Business
Ethiopia Signs Landmark Deal for Africa’s $29 Trillion “Gas-by-Rail” Energy Corridor
Ethiopia has signed a Host Country Collaborative Agreement with Insight Dynamic Resources, advancing what is being billed as one of the most ambitious energy and infrastructure projects in Africa’s modern history.
The Gas-by-Rail Economic Corridor Initiative (GBR-ECI) aims to build a 73,500-kilometer (45,670-mile) transcontinental freight railway – effectively a “virtual pipeline” – connecting 40 Sub-Saharan African countries. The system is designed to transport densified liquefied natural gas (LNG) to more than 1.2 billion people, bypassing the political and engineering barriers that have long hindered traditional pipeline development.
By shifting households away from firewood and charcoal, the initiative could cut woodfuel use and greenhouse-gas emissions by up to 75 percent, a potentially transformative shift for a region where millions still rely on biomass for cooking.
But the project’s ambitions stretch far beyond energy access. Backers envision a $29 trillion industrial transformation positioning Africa as a competitive hub for green manufacturing.
Ethiopia will host the Ethio-Cluster, an advanced industrial zone expected to produce green hydrogen, green iron, and as much as five million tonnes of green steel annually by 2030.
“Africa cannot industrialize on charcoal and firewood,” said Musa Ibrahim Kuchi, the initiative’s chief architect. “We are burning our future to survive today. Gas-by-Rail delivers energy where pipelines cannot reach.”

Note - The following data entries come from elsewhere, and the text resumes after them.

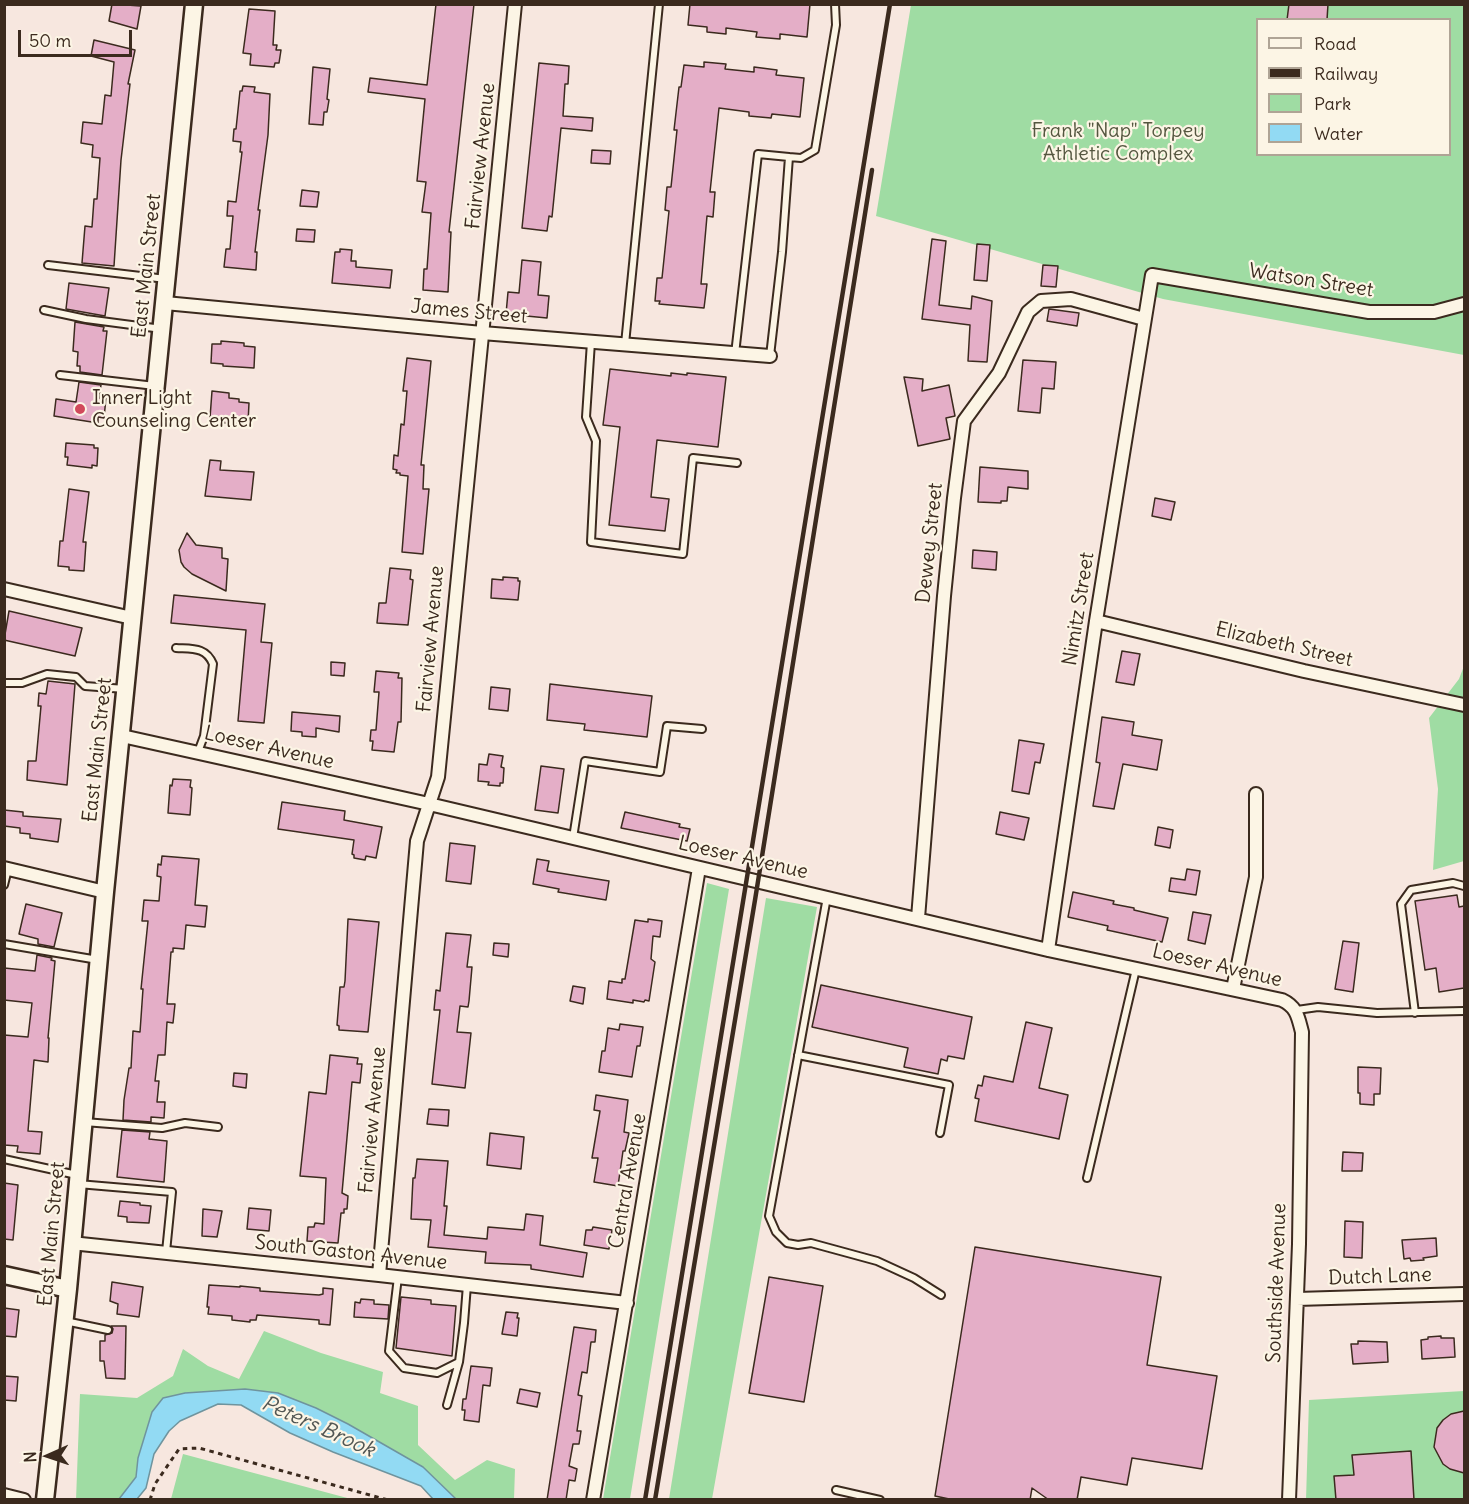 <!DOCTYPE html>
<html>
<head>
<meta charset="utf-8">
<style>
	body { margin:0 }
	#map { position:relative; width:1469px; height:1504px; overflow:hidden; background:#f7e7df; font-family:Delius,sans-serif }
	canvas { display:block }
	.frame { position:absolute; inset:0; border:6px solid #3b2a1e; pointer-events:none }
	.legend { position:absolute; left:1256px; top:18px; width:195px; height:138px; box-sizing:border-box; background:#fcf5e5; border:2px solid #afa495; margin:0; padding:8px 10px; list-style:none; font-size:18px; color:#3b2a1e }
	.legend li { display:flex; align-items:center; gap:12px; height:30px }
	.legend b { width:30px; border:2px solid #afa495 }
	.north { position:absolute; left:18px; top:1426px; width:60px; height:60px; -webkit-text-stroke:4px #fcf5e5; paint-order:stroke; rotate:267deg; font-size:16px; font-weight:700; line-height:24px; text-align:center; color:#3b2a1e }
	.north::after { content:''; display:block; margin:auto; width:21px; height:27px; background:#3b2a1e; clip-path:polygon(50% 0,100% 100%,50% 72%,0 100%) }
	.scale { position:absolute; left:18px; top:30px; width:114px; height:27px; box-sizing:border-box; border:3px solid #3b2a1e; border-top:0; padding-left:8px; font-size:18px; line-height:21px; white-space:nowrap; color:#3b2a1e; -webkit-text-stroke:4px #fcf5e5; paint-order:stroke }
</style>
</head>
<body>
<div id="map">
<canvas width="1469" height="1504"></canvas>
<div class="frame"></div>
<ul class="legend">
<li><b style="height:8px;background:#fcf5e5"></b>Road</li>
<li><b style="height:8px;background:#3b2a1e"></b>Railway</li>
<li><b style="height:16px;background:#9fdca3"></b>Park</li>
<li><b style="height:16px;background:#92daf3"></b>Water</li>
</ul>
<div class="north">N</div>
<div class="scale">50 m</div>
</div>
<script>
const g = document.querySelector('canvas').getContext('2d');
g.lineJoin = 'round';
function fill(path, color) {
  g.fillStyle = color;
  g.fill(path, 'evenodd');
}
function stroke(path, color, width, dash) {
  g.strokeStyle = color;
  g.lineWidth = width;
  g.lineCap = dash ? 'butt' : 'round';
  g.setLineDash(dash || []);
  g.stroke(path);
}
function write(font, color, halo, rows, align = 'center') {
  g.font = font + ' Delius,sans-serif';
  g.lineWidth = 4.5;
  g.setLineDash([]);
  g.textBaseline = 'middle';
  g.strokeStyle = halo;
  g.fillStyle = color;
  for (const [text, x, y, turn = 0] of rows) {
    g.save();
    g.translate(x, y);
    g.rotate((+turn || 0) * Math.PI / 180);
    g.textAlign = isNaN(turn) ? turn : align;
    if (halo) g.strokeText(text, 0, 0);
    g.fillText(text, 0, 0);
    g.restore();
  }
}
fill(new Path2D(`
	M911,5H1464V355L1163,299L876,216ZM1258,20H1450V154H1258Z
	M1464,666V861L1433,870L1438,789L1429,718L1459,679Z
	M707,883L729,889L630,1499H603Z
	M766,898L817,907L712,1499H669Z
	M264,1331L321,1353L383,1372L380,1393L418,1406V1445L455,1480L487,1460L515,1469L514,1499H456L423,1467L387,1447L278,1393L245,1389L185,1393L152,1412L138,1458L136,1477L119,1499L76,1500L80,1394L137,1398L173,1376L183,1349L208,1366L239,1379Z
	M1464,1391V1499L1306,1500L1309,1400Z
	M183,1454L351,1499H171Z`), '#9fdca3');
const water = new Path2D(`
	M245,1389L278,1393L316,1408L348,1424L423,1467L456,1499H433L421,1486L333,1452L290,1433L241,1405L218,1404L180,1421L169,1431L154,1454L146,1488L137,1499H119L136,1477L138,1458L152,1412L163,1398L185,1393Z`);
fill(water, '#92daf3');
stroke(water, '#6f949e', 1.5);
const building = new Path2D(`
	M112,4L141,6L137,29L109,21Z
	M436,4H474L449,232H451L448,292L423,290L424,269H427L431,213L422,212L426,182L417,181L425,99L368,92L370,78L427,85Z
	M690,4H810L807,37L780,34V39L756,37L757,32L726,28V34L707,32V27L688,25Z
	M1289,4H1328L1327,20H1287Z
	M249,9L275,11L273,45H277L276,50H281L279,63H275L274,67L250,65L251,54L243,53Z
	M94,40L135,50L128,84H130L121,160L114,266L82,263L85,226L92,227L94,199H97L100,158L92,157L93,145L81,143L83,122L102,124L105,95L111,96L114,62L91,56Z
	M704,62L726,64L725,69L754,72V67L777,70L776,75L804,78L800,117L772,114L771,118L749,116V112L719,108L710,192H715L713,217L707,216L701,284H707L704,308L659,304L660,301H655L657,278H662L669,211L665,210L667,187H671L677,130H674L679,87H681L684,65L704,67Z
	M539,63L569,66L568,84H565L563,116L593,118L592,131L561,128L552,217L549,216L547,231L522,228Z
	M313,67L330,69L327,99L329,100L327,112H324L323,125L309,124Z
	M243,86L255,87L254,92L270,94L268,135L258,210H260L255,252H257L256,270L224,267L226,249H230L233,216H227L228,201L236,202L242,152H240L241,142L233,141L234,129H236L240,91H242Z
	M592,150L611,151L610,164L591,163Z
	M302,190L319,192L317,207L300,206Z
	M297,229L315,230L314,242L296,241Z
	M932,239L946,241L939,305L971,309L972,296L992,301L987,362L968,361L970,325L922,319Z
	M977,244L990,245L987,281L974,280Z
	M340,249L352,250L351,261H356V267L392,270L390,288L332,283L335,252H340Z
	M522,260L541,262L538,295L549,296L547,318L506,314L508,292L519,293Z
	M1043,265L1058,266L1056,287L1041,286Z
	M69,283L109,288L105,316L66,309Z
	M1049,309L1079,313L1077,326L1047,321Z
	M75,322L104,327L103,331H107L102,375L80,372V366H77L78,352L73,351Z
	M221,341L244,343V346L255,347L254,368L223,366V364L211,363L212,344H221Z
	M407,358L431,361L421,465H424L423,489H429L423,554L402,552L408,476L400,475V473H396L397,470L393,469L394,455L398,456L401,424L404,425L407,391H403Z
	M1023,360L1056,362L1054,389L1042,388L1040,413L1018,411Z
	M610,369L671,376V373L687,375V373L726,377L718,447L657,440L651,497L669,499L665,531L609,525L620,427L603,425Z
	M904,377L923,379L922,391L949,385L955,416L946,418L950,439L918,446Z
	M79,382L101,385L99,398H106L104,418L98,417V423L54,416L56,399L76,402Z
	M212,391L229,393V398L239,399V402L249,403L248,423H224V421L210,418Z
	M66,443L94,445V448H98L97,466L92,465V468L67,465L68,457H65Z
	M210,460L221,461L220,470L254,472L251,500L205,496Z
	M980,467L1028,471V489L1008,487L1007,501H1001V503L978,502Z
	M69,489L89,492L83,542H86L84,571L69,570V567L58,566L60,541H63Z
	M1155,498L1175,502L1171,520L1152,516Z
	M187,533L196,545L222,548V558L228,559L226,591L192,574L184,567L181,562L179,550Z
	M973,550L997,552L996,570L972,568Z
	M390,568L411,570L410,579L413,580L408,625L377,623L379,603H386Z
	M503,577L518,578V581H520L518,600L491,598L492,579L503,580Z
	M174,595L265,604L261,642L272,643L264,723L238,721L246,630L171,623Z
	M9,611L82,628L75,656L4,640Z
	M1122,651L1140,654L1134,685L1116,682Z
	M331,662L345,663L344,676L331,675Z
	M376,671L399,673L398,678H402L401,722H398L394,752L372,750L373,741H370L371,730H376L379,692H374Z
	M48,681L75,684L67,785L27,780L28,761H36L41,706H38L39,693L46,694Z
	M550,684L652,696L647,737L584,730L585,724L547,720Z
	M491,687L510,689L508,711L489,709Z
	M292,712L340,716L339,732L316,728V737L302,736V732L291,731Z
	M1102,717L1134,722L1132,735L1162,740L1157,770L1123,764L1114,809L1093,806L1100,763L1096,762Z
	M1019,740L1044,744L1040,763L1035,762L1029,794L1012,791Z
	M489,754L503,756L501,767L504,768L503,783H500V786L488,785L489,782L478,781L479,764L487,765Z
	M541,766L564,769L558,813L535,810Z
	M173,779L191,780L190,787L192,788L190,815L168,813L170,785L172,786Z
	M282,802L345,811L344,820L382,827L376,858L366,856L365,860L354,858V855L352,854L354,840L278,829Z
	M4,810L23,812V816L61,819L58,842L30,838V834L20,833V828L4,826Z
	M625,812L680,824L679,827L690,829L687,841L621,828Z
	M1000,812L1029,818L1024,840L996,834Z
	M1158,827L1173,830L1170,848L1155,845Z
	M450,843L475,846L471,884L446,881Z
	M162,856L199,859L195,905L207,906L205,927L186,925L184,949L173,948V952H171L167,1004H175L173,1023L167,1022L165,1055H158L155,1081H159L157,1102H165L164,1118L151,1117V1122L123,1120L124,1100L129,1068H131L133,1031L140,1032L143,989H141L148,921H142L144,900L159,901L161,877L157,876L158,864L161,865Z
	M537,859L549,861L547,871L609,881L606,900L558,892L559,889L533,884Z
	M1187,869L1200,871L1196,895L1169,891L1171,878L1185,880Z
	M1073,892L1114,901L1113,904L1134,908V910L1168,918L1162,942L1107,930L1108,926L1068,917Z
	M1457,895L1459,907L1464,906V988L1439,992L1436,968L1425,970L1415,901Z
	M26,904L62,913L54,947L38,944V939L19,934Z
	M1193,912L1211,915L1205,944L1188,940Z
	M348,919L379,922L368,1032L339,1030V1026L337,1025L340,987H344L345,981Z
	M648,919L662,921L660,937L653,936L651,959L655,962L649,1001L645,1000L644,1002L633,1000V1003L607,999L609,981L622,983V979H625L635,920L648,922Z
	M446,933L471,935L467,967H472L469,1001L468,1007L460,1006L457,1032L471,1033L465,1088L432,1084L440,1010H434L436,990L440,991Z
	M1343,941L1359,943L1353,992L1335,989Z
	M494,943L509,944L508,957L493,955Z
	M37,955L52,958L51,960L55,961L48,1038H49L48,1062L34,1060L28,1131L42,1132L40,1154L17,1152L18,1146L4,1145V1035L28,1037L32,1003L4,1000V968L35,971Z
	M821,985L972,1017L964,1059L948,1056L947,1061L941,1059L938,1074L904,1067L908,1048L812,1027Z
	M573,986L585,988L583,1004L570,1001Z
	M1026,1022L1052,1028L1039,1088L1068,1095L1059,1139L975,1121L979,1099L975,1098L978,1085L982,1086L984,1076L1013,1082Z
	M620,1024L643,1027L640,1046H637L632,1077L599,1072L602,1051H605L608,1028L619,1030Z
	M330,1055L358,1058L357,1064H362L360,1083L352,1082L342,1193L348,1196L347,1209H344V1213H341L338,1243L307,1241L308,1227H314L315,1223L324,1224L326,1178L300,1176L309,1092L326,1094Z
	M1358,1067L1381,1068L1380,1094H1374V1105L1360,1104V1093H1358Z
	M234,1073L247,1074L246,1088L233,1086Z
	M596,1095L628,1100L624,1132L629,1133L625,1151H623L618,1186L594,1182L598,1158H592L600,1111L594,1110Z
	M429,1109L449,1110L448,1126L427,1124Z
	M122,1130L150,1132L149,1139L167,1141L164,1182L117,1177Z
	M490,1133L524,1137L521,1169L487,1165Z
	M1343,1152L1363,1153L1362,1171H1342Z
	M417,1159L448,1161L444,1206H447L444,1235L487,1239L488,1227L524,1230L526,1214L543,1216L540,1245L587,1253L583,1277L531,1269V1265L485,1263L486,1252L428,1247L431,1220L411,1219L413,1178H415Z
	M4,1183L18,1185L13,1240L4,1239Z
	M120,1201L140,1203V1205L151,1206L149,1223L127,1222V1217L118,1216Z
	M249,1208L271,1210L269,1231L247,1229Z
	M203,1209L222,1211L217,1237L202,1236Z
	M1345,1221L1363,1222L1362,1258L1344,1257Z
	M593,1227L612,1230L609,1249L584,1245L586,1230H592Z
	M1436,1238L1437,1256L1423,1258L1424,1260L1411,1261L1410,1258L1404,1259L1402,1240Z
	M975,1247L1161,1277L1147,1365L1217,1376L1202,1469L1132,1458L1127,1485L1081,1477L1077,1500H1049L1032,1488L1030,1500H954L935,1496Z
	M769,1277L823,1286L804,1402L749,1393Z
	M112,1282L143,1287L139,1317L117,1314L118,1304L110,1301Z
	M209,1285L240,1287V1286L260,1288V1291L319,1295L323,1294V1288L333,1289L330,1325L319,1324V1320L257,1315L256,1320H250V1322L232,1320V1316L208,1314L209,1307H207Z
	M401,1297L431,1300V1304L456,1306L452,1356L396,1348Z
	M361,1299L374,1300V1304L389,1305L388,1319L354,1317L355,1302L360,1303Z
	M4,1308L19,1310L16,1337L4,1336Z
	M506,1312L518,1313L517,1318H519L517,1336L502,1334Z
	M111,1326H126L125,1379L106,1378L104,1361H100V1341H105V1335L112,1333L113,1329Z
	M574,1327L596,1330L595,1342H591L587,1373L582,1372L578,1395L582,1396L577,1431H581L579,1444H573L569,1466L577,1469L575,1481L569,1480L566,1500H547Z
	M1441,1336V1338H1454L1455,1357L1422,1359L1421,1340L1428,1339V1337Z
	M1358,1341L1387,1342L1388,1362L1353,1364L1351,1344H1358Z
	M471,1366L492,1368L490,1386L483,1385L479,1422L464,1420L465,1410H462L463,1399H466Z
	M4,1376L18,1377L16,1401L4,1400Z
	M520,1389L540,1393L537,1407L517,1403Z
	M1464,1411V1473L1450,1469L1443,1464L1434,1447L1437,1428L1443,1420L1451,1414Z
	M1411,1451L1414,1500H1336L1334,1476L1354,1475L1352,1455Z`);
fill(building, '#e4aec7');
stroke(building, '#3b2a1e', 1.5);
const lane = new Path2D(`
	M48,265L166,279
	M44,310L86,319L162,329
	M591,342L586,417L596,441L591,542L683,554L693,458L737,463
	M625,344L659,4
	M735,354L758,154L789,157
	M770,356L782,252L789,157L801,158L815,150L836,25L835,4
	M60,375L155,386
	M176,648C193,649 206,647 213,664L204,736L198,752
	M4,683H22L47,674L76,677L85,686L125,689
	M573,838L585,761L660,772L667,726L702,729
	M4,885L8,869
	M827,897L769,1216L776,1232L787,1243L798,1245L811,1243L877,1261L914,1278L941,1295
	M4,944L98,960
	M1297,1010L1318,1007L1377,1013L1464,1011
	M1415,1013L1401,904L1411,890L1453,883L1464,886
	M798,1055L949,1085L940,1133
	M84,1122L162,1128L185,1123L218,1127
	M4,1159L77,1175
	M1087,1178L1136,969
	M78,1184L172,1192L166,1252
	M398,1277L389,1351L404,1368L437,1373L459,1362L464,1323L467,1285
	M65,1321L108,1330
	M447,1405L459,1362
	M836,1490L880,1500`);
const street = new Path2D(`
	M165,303L482,333L770,356
	M4,589L132,618
	M1096,621L1304,671L1464,705
	M122,736L429,804L1048,950L1282,1000C1297,1007 1298,1017 1302,1032L1299,1244L1289,1500
	M4,868L105,892
	M918,918L944,596L954,498L964,421L999,373L1028,312L1041,301L1071,299L1144,319
	M1048,950L1096,621L1152,275L1369,312H1434L1464,304
	M1233,989L1256,877V794
	M71,1243L379,1275L627,1303
	M379,1275L417,841L438,777L515,4
	M1297,1299L1464,1294
	M4,1495L24,1500
	M593,1500L699,868`);
const secondary = new Path2D(`
	M4,1275L68,1289
	M45,1500L68,1289L105,892L194,4`);
stroke(lane, '#3b2a1e', 10);
stroke(street, '#3b2a1e', 16);
stroke(secondary, '#3b2a1e', 21);
stroke(new Path2D(`
	M150,1500L155,1484L179,1449L199,1448L388,1500`), '#3b2a1e', 3, [4.5, 4.5]);
stroke(lane, '#fcf5e5', 6);
stroke(street, '#fcf5e5', 12);
stroke(secondary, '#fcf5e5', 16);
stroke(new Path2D(`
	M645,1500L890,4
	M655,1500L755,900L872,170`), '#3b2a1e', 4.5);
for (const [x, y, r, color] of [
	[80,409,6,"#d1495b"]
]) {
  const dot = new Path2D();
  dot.arc(x, y, r, 0, 2 * Math.PI);
  g.fillStyle = color;
  g.fill(dot);
  stroke(dot, '#fcf5e5', 2);
}
write('20px', '#54563f', '#fcf5e5', [
	["Frank \"Nap\" Torpey",1118,131],
	["Athletic Complex",1118,154]
]);
write('20px', '#3b2a1e', '#fcf5e5', [
	["Fairview Avenue",481,156,-84],
	["East Main Street",147,266,-84],
	["Watson Street",1311,281,9],
	["James Street",469,312,5],
	["Dewey Street",930,543,-84],
	["Nimitz Street",1079,609,-81],
	["Fairview Avenue",431,639,-85],
	["Elizabeth Street",1284,645,13],
	["Loeser Avenue",269,748,13],
	["East Main Street",98,750,-84],
	["Loeser Avenue",743,858,13],
	["Loeser Avenue",1217,966,13],
	["Fairview Avenue",373,1120,-85],
	["Central Avenue",628,1181,-80],
	["East Main Street",52,1234,-85],
	["South Gaston Avenue",351,1253,6],
	["Dutch Lane",1380,1277,-2],
	["Southside Avenue",1277,1283,-88]
]);
write('20px', '#3b2a1e', '#fcf5e5', [
	["Inner Light",92,398],
	["Counseling Center",92,421]
], 'left');
write('italic 21px', '#515653', '#fcf5e5', [
	["Peters Brook",318,1427,24]
]);
</script>
</body>
</html>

The agreement also paves the way for a 2026 High-Level Summit in Addis Ababa, where leaders from 40 African countries are expected to ratify the protocols that will formalize the continent-wide energy network.
For Ethiopia, the deal represents both a strategic gamble and a decisive step toward redefining Africa’s energy landscape – an attempt to replace scarcity with scale, and fragmentation with continental integration.